↓↓↓

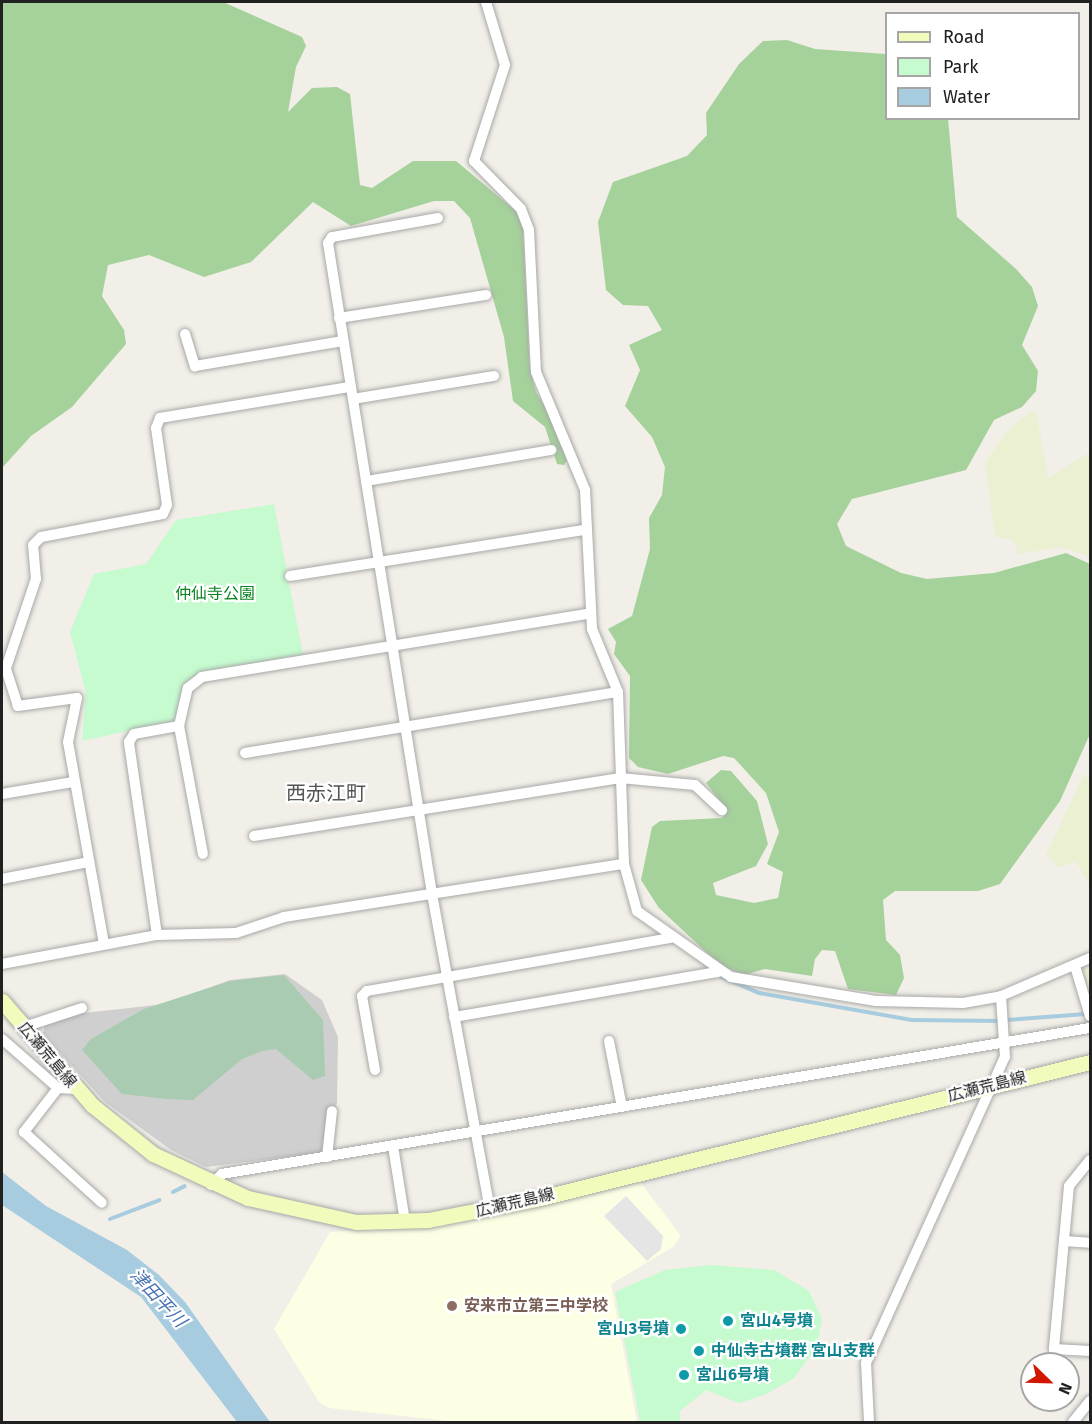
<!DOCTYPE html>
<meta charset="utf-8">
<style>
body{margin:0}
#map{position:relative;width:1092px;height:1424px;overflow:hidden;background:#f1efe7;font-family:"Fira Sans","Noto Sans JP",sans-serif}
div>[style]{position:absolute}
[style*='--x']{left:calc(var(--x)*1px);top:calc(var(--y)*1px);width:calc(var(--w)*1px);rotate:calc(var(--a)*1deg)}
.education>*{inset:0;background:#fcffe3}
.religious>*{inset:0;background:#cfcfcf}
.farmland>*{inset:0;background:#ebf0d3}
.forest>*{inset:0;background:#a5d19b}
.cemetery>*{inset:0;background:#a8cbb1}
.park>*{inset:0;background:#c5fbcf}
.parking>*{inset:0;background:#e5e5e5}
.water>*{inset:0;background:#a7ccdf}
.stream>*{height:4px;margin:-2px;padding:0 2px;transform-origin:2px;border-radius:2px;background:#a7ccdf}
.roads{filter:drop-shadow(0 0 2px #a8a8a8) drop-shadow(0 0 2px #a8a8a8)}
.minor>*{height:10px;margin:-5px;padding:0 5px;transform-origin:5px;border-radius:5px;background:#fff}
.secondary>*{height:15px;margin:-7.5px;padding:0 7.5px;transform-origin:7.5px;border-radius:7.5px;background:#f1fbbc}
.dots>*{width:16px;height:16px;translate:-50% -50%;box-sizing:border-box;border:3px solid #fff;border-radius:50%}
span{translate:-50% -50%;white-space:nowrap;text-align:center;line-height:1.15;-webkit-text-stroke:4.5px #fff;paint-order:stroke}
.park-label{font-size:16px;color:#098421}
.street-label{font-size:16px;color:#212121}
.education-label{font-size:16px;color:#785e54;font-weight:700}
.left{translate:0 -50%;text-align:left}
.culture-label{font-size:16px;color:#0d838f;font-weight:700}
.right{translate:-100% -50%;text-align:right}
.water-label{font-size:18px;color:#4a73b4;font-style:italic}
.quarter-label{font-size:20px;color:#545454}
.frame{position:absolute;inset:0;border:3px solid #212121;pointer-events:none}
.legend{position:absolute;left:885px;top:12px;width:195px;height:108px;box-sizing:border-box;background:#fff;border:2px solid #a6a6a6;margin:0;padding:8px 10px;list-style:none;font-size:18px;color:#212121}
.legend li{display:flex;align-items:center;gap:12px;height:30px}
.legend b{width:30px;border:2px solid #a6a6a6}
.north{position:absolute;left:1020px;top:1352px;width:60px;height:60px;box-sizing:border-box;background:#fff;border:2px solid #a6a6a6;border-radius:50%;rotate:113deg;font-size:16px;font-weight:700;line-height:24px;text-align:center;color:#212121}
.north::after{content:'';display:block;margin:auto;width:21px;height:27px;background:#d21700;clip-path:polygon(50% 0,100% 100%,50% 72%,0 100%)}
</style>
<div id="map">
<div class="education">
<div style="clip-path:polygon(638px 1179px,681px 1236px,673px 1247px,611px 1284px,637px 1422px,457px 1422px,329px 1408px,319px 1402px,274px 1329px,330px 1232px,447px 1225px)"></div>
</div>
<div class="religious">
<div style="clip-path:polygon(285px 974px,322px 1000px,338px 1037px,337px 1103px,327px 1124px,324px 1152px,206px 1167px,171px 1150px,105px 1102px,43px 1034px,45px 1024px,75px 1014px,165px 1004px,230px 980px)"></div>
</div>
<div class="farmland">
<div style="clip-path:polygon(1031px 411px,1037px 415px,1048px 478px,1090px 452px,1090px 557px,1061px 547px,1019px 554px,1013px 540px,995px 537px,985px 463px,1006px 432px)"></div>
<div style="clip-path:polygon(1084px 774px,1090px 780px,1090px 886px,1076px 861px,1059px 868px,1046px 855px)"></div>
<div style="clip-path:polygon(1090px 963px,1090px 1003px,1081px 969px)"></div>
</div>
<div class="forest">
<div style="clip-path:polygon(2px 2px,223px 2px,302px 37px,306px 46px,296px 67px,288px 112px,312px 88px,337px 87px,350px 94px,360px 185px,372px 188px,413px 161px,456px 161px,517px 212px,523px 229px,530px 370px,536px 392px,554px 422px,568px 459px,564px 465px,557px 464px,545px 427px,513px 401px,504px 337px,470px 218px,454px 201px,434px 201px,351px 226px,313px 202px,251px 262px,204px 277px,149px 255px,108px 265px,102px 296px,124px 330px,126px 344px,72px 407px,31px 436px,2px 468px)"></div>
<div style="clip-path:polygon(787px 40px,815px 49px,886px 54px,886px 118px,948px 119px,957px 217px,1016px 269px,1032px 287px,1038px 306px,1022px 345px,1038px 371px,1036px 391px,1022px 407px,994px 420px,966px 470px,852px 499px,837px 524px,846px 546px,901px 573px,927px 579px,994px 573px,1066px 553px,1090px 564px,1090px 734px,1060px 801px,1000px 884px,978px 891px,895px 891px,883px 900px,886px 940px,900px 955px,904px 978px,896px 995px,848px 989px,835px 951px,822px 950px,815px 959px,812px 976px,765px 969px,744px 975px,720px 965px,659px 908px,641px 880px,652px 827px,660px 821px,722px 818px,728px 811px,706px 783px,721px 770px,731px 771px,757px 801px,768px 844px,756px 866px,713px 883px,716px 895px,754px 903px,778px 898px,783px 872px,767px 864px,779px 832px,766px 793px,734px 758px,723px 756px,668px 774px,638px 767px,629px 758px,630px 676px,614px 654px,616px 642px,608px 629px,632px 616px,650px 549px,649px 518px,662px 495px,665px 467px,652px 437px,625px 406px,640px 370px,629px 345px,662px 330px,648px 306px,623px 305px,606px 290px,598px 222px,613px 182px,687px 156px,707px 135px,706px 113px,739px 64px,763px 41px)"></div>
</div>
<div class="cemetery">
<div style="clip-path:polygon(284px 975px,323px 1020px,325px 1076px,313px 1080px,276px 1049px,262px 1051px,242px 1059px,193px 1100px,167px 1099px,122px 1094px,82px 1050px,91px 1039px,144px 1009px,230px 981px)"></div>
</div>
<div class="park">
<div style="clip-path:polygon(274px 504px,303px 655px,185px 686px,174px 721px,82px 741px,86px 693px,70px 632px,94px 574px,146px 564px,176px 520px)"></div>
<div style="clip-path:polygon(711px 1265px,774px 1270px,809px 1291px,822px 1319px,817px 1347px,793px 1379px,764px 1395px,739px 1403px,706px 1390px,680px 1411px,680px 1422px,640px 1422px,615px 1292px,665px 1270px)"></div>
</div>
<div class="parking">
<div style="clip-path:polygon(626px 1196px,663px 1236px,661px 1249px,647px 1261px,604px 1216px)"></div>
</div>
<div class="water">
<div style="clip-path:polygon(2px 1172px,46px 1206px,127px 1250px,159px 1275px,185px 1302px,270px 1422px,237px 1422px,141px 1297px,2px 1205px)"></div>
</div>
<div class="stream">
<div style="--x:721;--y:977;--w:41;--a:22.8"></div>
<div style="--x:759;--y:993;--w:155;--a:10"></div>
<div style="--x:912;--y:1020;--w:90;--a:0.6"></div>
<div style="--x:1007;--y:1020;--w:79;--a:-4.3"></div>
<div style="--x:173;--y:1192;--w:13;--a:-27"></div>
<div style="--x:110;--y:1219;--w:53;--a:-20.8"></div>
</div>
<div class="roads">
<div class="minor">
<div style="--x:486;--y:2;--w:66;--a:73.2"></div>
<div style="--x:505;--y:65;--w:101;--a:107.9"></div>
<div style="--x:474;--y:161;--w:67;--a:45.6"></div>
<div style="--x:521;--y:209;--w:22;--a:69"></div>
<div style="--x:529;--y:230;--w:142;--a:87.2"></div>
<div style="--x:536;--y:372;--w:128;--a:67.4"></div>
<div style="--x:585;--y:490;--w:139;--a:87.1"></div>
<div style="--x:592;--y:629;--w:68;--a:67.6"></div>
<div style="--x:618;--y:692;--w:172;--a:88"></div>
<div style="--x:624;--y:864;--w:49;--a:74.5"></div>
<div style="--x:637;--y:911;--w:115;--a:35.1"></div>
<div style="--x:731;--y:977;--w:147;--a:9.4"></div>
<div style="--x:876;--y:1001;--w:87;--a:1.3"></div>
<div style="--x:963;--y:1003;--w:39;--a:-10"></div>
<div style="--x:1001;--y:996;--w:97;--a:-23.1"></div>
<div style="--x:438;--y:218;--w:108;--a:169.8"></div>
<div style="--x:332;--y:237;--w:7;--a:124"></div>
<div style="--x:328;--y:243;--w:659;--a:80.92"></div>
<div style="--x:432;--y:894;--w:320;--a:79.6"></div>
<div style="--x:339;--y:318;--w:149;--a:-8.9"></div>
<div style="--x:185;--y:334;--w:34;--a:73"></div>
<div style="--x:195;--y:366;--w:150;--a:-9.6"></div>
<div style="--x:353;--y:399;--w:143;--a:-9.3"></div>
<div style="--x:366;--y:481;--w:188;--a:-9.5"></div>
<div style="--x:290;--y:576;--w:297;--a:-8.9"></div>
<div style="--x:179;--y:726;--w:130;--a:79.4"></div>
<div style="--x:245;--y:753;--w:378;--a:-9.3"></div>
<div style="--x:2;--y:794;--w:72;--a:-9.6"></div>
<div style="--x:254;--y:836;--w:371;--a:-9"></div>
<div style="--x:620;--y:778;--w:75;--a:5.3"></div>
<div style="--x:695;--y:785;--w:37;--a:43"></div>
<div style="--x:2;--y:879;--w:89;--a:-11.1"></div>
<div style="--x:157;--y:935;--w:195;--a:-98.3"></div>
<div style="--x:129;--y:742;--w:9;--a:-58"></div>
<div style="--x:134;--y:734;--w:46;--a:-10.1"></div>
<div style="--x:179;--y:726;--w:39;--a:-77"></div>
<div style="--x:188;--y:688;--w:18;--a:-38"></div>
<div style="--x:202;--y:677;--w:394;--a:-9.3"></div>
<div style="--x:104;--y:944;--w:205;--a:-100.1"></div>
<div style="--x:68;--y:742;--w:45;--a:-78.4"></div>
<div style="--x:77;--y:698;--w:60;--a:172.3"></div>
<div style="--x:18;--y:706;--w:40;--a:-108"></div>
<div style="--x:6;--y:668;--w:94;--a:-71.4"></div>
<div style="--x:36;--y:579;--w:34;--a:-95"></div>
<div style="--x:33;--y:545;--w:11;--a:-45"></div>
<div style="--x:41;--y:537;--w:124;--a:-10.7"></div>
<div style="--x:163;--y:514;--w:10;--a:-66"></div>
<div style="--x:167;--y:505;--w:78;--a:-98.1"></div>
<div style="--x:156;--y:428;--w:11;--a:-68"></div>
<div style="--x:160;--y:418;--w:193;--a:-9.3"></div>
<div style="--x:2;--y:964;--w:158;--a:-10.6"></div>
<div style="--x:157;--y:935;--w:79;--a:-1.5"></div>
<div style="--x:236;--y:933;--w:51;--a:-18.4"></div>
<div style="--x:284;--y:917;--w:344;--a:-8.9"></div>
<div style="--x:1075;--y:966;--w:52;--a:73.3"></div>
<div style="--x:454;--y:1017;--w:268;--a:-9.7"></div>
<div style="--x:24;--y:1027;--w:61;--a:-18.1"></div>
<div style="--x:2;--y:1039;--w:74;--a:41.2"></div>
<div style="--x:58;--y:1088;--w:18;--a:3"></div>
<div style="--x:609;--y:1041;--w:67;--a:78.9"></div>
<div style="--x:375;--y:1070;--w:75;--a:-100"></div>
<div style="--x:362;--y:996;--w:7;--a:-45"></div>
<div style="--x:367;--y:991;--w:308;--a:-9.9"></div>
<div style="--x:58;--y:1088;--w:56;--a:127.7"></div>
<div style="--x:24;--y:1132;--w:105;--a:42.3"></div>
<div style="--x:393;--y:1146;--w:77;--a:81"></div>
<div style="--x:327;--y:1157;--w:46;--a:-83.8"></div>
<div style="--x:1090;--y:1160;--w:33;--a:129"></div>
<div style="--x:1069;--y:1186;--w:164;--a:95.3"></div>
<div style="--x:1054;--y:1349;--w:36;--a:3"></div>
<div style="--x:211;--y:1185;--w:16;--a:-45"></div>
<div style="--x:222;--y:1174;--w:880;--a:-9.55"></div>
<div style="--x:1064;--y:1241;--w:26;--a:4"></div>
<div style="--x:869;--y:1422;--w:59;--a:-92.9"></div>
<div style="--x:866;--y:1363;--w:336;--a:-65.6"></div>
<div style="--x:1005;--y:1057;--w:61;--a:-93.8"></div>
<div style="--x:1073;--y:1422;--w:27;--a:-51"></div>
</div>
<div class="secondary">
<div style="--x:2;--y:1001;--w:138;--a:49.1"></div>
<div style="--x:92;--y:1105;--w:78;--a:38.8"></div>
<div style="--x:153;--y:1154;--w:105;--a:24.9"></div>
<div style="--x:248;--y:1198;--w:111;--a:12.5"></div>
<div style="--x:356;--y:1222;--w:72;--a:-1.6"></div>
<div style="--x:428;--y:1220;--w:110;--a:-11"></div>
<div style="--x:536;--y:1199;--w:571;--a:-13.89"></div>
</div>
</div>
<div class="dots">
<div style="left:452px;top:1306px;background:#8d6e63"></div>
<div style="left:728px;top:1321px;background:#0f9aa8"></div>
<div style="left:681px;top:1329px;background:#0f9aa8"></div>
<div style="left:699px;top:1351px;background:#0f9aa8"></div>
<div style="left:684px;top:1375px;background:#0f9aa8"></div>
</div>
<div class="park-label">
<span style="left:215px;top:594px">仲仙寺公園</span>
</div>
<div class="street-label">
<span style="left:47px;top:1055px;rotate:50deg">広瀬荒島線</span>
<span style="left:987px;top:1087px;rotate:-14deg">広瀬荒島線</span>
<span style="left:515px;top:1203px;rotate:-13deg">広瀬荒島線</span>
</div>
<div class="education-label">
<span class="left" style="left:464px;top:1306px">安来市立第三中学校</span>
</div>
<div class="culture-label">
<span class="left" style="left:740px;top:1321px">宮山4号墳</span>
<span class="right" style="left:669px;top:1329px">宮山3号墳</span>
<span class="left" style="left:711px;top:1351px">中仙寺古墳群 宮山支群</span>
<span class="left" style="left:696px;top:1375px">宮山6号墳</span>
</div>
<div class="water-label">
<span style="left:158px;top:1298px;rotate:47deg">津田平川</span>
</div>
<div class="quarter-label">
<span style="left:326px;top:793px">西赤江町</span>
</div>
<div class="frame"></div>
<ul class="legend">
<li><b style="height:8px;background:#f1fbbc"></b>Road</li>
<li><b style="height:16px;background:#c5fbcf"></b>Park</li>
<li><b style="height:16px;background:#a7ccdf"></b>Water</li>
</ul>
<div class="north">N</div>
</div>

↑↑↑

EXERCISE AIM | Take each line of the material that contains the word "stream" and list it.

TASK SOLUTION |
.stream>*{height:4px;margin:-2px;padding:0 2px;transform-origin:2px;border-radius:2px;background:#a7ccdf}
<div class="stream">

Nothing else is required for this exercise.